Redid the --trace-mem=yes option of Lackey properly.  Updated some related
stuff along with it, such as the NEWS file.



git-svn-id: svn://svn.valgrind.org/valgrind/trunk@5840 a5019735-40e9-0310-863c-91ae7b9d1cf9
diff --git a/lackey/lk_main.c b/lackey/lk_main.c
index 975fb57..c4f6294 100644
--- a/lackey/lk_main.c
+++ b/lackey/lk_main.c
@@ -51,19 +51,86 @@
 //
 // Specific Details about --trace-mem=yes
 // --------------------------------------
-// The address trace produced by --trace-mem=yes is good, but not perfect;
-// see Section 3.3.7 of Nicholas Nethercote's PhD dissertation "Dynamic
-// Binary Analysis and Instrumentation", 2004, for details about the few
-// loads and stores that it misses, and other caveats about the accuracy of
-// the address trace.
+// Lackey's --trace-mem code is a good starting point for building Valgrind
+// tools that act on memory loads and stores.  It also could be used as is,
+// with its output used as input to a post-mortem processing step.  However,
+// because memory traces can be very large, online analysis is generally
+// better.
 //
-// [Actually, the traces aren't quite right because instructions that modify
-// a memory location are treated like a load followed by a store.]
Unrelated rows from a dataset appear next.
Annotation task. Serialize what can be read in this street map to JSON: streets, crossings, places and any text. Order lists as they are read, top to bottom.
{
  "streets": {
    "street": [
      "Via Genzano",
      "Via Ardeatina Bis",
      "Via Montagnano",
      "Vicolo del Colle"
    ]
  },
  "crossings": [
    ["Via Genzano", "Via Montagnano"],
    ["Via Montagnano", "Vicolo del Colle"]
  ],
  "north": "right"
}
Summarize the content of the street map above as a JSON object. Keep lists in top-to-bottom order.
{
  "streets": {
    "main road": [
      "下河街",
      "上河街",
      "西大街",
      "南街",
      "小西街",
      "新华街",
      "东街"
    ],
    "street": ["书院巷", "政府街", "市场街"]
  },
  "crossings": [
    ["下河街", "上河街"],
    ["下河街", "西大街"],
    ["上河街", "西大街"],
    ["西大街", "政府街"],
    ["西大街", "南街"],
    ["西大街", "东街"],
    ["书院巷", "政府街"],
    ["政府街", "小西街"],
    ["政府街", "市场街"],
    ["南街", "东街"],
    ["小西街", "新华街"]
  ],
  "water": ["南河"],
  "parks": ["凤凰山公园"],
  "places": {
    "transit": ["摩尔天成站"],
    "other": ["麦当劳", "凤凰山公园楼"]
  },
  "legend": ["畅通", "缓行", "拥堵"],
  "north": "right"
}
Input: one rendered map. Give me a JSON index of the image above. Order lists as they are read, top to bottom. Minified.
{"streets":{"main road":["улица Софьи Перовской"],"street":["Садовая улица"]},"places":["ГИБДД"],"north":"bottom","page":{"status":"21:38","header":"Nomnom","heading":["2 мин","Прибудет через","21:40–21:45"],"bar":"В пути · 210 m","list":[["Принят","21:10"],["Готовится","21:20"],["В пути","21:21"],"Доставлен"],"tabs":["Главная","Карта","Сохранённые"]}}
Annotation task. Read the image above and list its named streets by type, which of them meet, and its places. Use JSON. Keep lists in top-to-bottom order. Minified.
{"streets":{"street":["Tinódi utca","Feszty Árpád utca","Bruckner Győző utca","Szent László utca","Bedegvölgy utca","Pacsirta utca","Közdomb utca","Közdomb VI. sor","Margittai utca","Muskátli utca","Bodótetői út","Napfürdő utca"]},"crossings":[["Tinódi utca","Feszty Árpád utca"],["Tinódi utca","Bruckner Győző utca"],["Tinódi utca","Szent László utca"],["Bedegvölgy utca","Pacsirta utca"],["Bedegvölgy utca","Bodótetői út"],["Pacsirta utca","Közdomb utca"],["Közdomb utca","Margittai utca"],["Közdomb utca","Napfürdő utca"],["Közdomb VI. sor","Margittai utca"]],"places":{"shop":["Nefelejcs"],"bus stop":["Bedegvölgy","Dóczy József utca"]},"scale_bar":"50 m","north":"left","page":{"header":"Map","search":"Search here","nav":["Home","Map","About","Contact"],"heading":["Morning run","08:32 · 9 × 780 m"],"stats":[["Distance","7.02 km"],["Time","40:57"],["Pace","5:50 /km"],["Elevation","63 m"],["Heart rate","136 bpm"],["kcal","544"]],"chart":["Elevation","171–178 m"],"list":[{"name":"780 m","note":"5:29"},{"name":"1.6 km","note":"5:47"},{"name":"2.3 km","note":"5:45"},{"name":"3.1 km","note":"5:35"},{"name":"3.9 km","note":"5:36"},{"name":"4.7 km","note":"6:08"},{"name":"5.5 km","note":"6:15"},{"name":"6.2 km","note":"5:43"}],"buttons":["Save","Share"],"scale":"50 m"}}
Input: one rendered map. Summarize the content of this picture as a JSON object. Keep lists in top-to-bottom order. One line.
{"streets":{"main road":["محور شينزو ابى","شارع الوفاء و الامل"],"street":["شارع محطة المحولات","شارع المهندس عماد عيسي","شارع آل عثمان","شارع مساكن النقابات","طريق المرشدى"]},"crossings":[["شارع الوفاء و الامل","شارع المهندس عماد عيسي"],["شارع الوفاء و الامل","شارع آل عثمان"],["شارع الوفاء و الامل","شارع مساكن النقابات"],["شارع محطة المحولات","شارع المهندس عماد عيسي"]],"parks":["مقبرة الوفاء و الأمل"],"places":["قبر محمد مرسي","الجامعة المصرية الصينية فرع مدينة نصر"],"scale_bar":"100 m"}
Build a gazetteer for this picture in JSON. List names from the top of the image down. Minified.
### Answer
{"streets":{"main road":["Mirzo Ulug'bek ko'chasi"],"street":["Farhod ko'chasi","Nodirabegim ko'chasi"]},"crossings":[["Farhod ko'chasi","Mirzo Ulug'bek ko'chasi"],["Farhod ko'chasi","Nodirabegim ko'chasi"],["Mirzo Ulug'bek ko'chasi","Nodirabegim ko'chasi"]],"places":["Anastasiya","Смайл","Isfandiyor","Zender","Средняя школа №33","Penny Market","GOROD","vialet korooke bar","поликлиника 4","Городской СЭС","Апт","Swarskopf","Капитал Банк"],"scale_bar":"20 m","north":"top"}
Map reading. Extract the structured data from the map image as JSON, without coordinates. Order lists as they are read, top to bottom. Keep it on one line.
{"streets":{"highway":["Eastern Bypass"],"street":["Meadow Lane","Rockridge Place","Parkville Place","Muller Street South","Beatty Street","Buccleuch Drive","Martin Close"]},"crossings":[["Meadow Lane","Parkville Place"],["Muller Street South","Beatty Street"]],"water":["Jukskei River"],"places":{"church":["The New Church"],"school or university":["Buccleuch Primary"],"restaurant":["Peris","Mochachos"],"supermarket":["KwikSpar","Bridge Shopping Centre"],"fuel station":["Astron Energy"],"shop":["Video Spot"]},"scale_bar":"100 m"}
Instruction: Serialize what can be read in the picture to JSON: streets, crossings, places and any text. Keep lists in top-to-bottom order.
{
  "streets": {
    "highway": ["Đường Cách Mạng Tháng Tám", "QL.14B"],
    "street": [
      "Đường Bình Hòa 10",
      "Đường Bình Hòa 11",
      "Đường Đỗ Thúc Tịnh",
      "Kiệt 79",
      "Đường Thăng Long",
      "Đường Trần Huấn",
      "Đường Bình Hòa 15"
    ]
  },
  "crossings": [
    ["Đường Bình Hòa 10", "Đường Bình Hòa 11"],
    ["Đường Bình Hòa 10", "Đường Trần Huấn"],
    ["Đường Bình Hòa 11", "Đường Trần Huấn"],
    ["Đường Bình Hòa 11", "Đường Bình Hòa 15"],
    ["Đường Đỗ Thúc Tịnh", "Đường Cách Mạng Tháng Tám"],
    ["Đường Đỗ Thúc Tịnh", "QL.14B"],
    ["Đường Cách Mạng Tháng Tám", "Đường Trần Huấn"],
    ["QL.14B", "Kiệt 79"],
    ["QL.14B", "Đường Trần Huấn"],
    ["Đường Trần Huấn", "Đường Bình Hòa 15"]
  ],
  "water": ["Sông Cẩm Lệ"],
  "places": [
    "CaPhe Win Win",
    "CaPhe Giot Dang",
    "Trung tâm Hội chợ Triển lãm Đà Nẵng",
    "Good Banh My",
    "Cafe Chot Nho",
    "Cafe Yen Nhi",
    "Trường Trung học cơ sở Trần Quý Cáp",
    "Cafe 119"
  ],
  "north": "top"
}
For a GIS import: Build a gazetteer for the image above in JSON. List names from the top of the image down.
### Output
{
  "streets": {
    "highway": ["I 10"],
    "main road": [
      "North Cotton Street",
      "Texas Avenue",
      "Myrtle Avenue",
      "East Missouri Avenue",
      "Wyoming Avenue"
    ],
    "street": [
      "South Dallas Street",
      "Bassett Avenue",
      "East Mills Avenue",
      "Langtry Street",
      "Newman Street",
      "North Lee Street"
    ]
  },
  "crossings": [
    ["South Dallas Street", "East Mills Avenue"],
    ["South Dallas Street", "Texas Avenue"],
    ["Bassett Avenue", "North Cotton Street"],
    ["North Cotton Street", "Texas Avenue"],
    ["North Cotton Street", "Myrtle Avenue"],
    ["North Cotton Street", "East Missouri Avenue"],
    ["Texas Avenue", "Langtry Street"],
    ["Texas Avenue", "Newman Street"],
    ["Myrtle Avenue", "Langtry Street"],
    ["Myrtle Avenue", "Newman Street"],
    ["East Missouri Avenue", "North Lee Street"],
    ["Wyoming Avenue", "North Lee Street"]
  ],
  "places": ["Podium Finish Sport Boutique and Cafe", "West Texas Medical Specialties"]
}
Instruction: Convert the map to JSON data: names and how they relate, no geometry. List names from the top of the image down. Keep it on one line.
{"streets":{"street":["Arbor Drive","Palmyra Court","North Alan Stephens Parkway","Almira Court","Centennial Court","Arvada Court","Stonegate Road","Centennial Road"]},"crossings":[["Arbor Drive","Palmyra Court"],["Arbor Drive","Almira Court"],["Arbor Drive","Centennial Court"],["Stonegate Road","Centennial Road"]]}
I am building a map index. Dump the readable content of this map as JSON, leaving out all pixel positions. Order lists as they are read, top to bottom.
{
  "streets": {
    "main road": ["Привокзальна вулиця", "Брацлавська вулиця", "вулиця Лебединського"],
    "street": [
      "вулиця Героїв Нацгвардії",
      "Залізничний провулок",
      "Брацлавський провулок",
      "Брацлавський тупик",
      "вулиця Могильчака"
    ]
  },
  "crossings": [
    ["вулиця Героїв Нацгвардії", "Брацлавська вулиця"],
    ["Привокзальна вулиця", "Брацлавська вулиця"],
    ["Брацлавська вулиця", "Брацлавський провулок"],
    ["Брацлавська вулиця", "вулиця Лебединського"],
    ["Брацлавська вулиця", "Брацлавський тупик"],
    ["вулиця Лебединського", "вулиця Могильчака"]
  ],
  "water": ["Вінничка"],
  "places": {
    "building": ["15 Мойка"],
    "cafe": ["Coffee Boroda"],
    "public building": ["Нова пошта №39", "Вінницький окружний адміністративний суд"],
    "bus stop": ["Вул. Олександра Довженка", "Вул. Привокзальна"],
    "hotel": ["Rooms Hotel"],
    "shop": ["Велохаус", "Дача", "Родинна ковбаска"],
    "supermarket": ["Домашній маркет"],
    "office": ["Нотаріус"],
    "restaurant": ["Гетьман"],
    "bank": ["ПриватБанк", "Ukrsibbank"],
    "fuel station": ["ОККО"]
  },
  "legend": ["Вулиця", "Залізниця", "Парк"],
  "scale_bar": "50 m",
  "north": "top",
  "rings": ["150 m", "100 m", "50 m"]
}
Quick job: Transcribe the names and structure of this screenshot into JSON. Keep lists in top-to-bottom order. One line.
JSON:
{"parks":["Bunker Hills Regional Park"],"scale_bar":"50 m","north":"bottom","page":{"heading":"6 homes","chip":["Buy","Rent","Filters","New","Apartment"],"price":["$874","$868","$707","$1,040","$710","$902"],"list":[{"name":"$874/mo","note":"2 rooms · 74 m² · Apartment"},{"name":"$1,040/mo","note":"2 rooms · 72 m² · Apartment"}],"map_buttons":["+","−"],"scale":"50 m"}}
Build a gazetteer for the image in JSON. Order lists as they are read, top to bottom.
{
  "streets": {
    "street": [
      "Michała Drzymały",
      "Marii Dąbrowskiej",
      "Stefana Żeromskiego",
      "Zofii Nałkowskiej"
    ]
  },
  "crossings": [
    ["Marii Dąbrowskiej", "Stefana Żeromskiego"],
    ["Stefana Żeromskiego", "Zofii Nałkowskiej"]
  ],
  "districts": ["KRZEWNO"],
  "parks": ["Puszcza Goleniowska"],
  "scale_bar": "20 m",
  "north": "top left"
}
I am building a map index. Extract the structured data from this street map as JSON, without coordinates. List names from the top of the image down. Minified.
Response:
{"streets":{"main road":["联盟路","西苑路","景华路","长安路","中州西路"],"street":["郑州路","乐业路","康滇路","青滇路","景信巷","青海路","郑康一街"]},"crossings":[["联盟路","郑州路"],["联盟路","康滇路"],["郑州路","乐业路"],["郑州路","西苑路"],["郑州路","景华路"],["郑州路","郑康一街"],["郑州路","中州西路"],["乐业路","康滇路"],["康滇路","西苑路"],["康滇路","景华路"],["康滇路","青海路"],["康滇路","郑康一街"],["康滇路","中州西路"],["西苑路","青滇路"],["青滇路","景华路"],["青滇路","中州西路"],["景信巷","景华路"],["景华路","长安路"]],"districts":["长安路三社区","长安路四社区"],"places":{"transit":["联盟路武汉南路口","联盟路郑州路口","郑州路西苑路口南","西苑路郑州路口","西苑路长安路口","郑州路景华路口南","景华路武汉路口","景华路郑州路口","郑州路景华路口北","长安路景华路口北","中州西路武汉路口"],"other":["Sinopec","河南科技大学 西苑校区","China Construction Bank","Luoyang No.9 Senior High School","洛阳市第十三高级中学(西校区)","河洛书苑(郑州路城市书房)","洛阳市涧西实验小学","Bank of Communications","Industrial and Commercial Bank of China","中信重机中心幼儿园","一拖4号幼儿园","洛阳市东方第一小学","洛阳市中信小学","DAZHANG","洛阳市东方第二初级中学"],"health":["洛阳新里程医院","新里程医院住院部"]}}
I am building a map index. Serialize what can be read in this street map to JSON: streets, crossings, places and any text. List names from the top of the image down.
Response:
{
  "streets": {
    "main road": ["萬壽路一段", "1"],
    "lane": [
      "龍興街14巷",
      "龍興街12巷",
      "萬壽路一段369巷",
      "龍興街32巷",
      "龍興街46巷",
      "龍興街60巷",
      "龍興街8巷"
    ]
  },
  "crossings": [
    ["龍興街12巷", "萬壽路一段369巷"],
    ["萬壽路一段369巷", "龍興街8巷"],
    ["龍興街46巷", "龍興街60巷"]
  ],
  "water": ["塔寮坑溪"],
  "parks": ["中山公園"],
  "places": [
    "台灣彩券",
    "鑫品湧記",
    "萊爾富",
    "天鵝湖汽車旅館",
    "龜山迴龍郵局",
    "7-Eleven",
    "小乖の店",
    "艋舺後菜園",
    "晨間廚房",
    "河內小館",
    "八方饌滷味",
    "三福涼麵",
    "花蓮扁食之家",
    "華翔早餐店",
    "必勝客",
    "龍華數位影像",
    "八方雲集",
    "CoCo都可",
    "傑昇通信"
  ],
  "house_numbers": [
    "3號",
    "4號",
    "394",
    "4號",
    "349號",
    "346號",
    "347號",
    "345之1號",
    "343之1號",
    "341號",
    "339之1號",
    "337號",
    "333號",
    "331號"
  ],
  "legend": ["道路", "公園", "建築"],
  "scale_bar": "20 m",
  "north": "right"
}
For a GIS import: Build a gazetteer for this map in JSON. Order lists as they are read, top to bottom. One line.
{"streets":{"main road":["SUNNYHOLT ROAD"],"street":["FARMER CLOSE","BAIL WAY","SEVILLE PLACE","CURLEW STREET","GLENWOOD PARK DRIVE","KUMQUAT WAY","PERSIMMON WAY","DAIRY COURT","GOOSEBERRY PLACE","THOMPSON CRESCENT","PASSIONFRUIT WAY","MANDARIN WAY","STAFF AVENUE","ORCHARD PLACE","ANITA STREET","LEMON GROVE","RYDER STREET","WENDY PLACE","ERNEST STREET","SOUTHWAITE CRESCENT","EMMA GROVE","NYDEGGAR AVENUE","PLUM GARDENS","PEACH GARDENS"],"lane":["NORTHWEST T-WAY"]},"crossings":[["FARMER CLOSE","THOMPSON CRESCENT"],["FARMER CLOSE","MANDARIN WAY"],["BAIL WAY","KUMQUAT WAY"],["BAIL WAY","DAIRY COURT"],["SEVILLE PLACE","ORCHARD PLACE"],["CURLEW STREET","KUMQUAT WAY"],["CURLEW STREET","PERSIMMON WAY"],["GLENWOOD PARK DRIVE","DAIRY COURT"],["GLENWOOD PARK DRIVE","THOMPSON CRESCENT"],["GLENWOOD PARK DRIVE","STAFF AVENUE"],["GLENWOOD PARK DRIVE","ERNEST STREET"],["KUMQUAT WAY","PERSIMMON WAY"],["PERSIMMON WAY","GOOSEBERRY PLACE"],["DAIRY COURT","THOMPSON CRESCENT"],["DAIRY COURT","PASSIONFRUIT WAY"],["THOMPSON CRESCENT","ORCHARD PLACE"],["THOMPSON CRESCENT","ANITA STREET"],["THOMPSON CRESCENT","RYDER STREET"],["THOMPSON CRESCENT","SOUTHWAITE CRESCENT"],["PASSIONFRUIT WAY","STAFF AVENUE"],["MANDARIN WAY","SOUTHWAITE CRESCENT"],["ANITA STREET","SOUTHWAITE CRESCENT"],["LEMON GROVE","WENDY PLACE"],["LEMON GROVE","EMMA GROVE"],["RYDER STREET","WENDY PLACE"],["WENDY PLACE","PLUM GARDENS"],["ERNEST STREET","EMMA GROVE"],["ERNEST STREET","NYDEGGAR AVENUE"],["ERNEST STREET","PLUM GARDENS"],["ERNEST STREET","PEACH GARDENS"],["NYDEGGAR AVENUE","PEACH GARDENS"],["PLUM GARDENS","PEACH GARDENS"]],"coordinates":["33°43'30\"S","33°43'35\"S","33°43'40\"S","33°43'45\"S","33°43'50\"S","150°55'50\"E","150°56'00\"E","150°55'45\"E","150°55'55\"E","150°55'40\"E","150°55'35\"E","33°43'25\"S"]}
+// It prints memory data access traces that look like this:
+//
+//   instr   : 0x0023C790, 2  # instruction read at 0x0023C790 of size 2
+//   instr   : 0x0023C792, 5
+//     store : 0xBE80199C, 4  # data store at 0xBE80199C of size 4
+//   instr   : 0x0025242B, 3
+//     load  : 0xBE801950, 4  # data load at 0xBE801950 of size 4
+//   instr   : 0x0023D476, 7
+//     modify: 0x0025747C, 1  # data modify at 0x0025747C of size 1
+//   instr   : 0x0023DC20, 2
+//     load  : 0x00254962, 1
+//     load  : 0xBE801FB3, 1
+//   instr   : 0x00252305, 1
+//     load  : 0x00254AEB, 1
+//     store : 0x00257998, 1
+//
+// Every instruction executed has an "instr" event representing it.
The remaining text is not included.